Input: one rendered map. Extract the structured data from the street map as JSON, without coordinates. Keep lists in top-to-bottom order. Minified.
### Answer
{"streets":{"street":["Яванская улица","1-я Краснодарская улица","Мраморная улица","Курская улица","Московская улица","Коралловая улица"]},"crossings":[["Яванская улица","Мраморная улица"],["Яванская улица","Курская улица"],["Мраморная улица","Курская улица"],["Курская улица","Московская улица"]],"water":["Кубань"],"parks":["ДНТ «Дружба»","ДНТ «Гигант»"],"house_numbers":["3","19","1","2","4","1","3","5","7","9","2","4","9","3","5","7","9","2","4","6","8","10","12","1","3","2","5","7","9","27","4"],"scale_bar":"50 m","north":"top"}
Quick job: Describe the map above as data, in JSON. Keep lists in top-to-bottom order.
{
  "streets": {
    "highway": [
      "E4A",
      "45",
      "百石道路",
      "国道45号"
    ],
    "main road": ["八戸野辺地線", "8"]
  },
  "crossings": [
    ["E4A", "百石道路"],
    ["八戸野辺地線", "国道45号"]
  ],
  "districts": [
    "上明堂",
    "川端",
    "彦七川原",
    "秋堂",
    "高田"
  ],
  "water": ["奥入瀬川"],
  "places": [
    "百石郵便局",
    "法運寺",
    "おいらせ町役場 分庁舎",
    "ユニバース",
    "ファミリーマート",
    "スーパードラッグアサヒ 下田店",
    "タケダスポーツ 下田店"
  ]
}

+---+

* Exercise directions *
A faithful copy of all the material is the required answer.

* Output below *
Input: one rendered map. Extract the structured data from the street map as JSON, without coordinates. Keep lists in top-to-bottom order. Minified.
### Answer
{"streets":{"street":["Яванская улица","1-я Краснодарская улица","Мраморная улица","Курская улица","Московская улица","Коралловая улица"]},"crossings":[["Яванская улица","Мраморная улица"],["Яванская улица","Курская улица"],["Мраморная улица","Курская улица"],["Курская улица","Московская улица"]],"water":["Кубань"],"parks":["ДНТ «Дружба»","ДНТ «Гигант»"],"house_numbers":["3","19","1","2","4","1","3","5","7","9","2","4","9","3","5","7","9","2","4","6","8","10","12","1","3","2","5","7","9","27","4"],"scale_bar":"50 m","north":"top"}
Quick job: Describe the map above as data, in JSON. Keep lists in top-to-bottom order.
{
  "streets": {
    "highway": [
      "E4A",
      "45",
      "百石道路",
      "国道45号"
    ],
    "main road": ["八戸野辺地線", "8"]
  },
  "crossings": [
    ["E4A", "百石道路"],
    ["八戸野辺地線", "国道45号"]
  ],
  "districts": [
    "上明堂",
    "川端",
    "彦七川原",
    "秋堂",
    "高田"
  ],
  "water": ["奥入瀬川"],
  "places": [
    "百石郵便局",
    "法運寺",
    "おいらせ町役場 分庁舎",
    "ユニバース",
    "ファミリーマート",
    "スーパードラッグアサヒ 下田店",
    "タケダスポーツ 下田店"
  ]
}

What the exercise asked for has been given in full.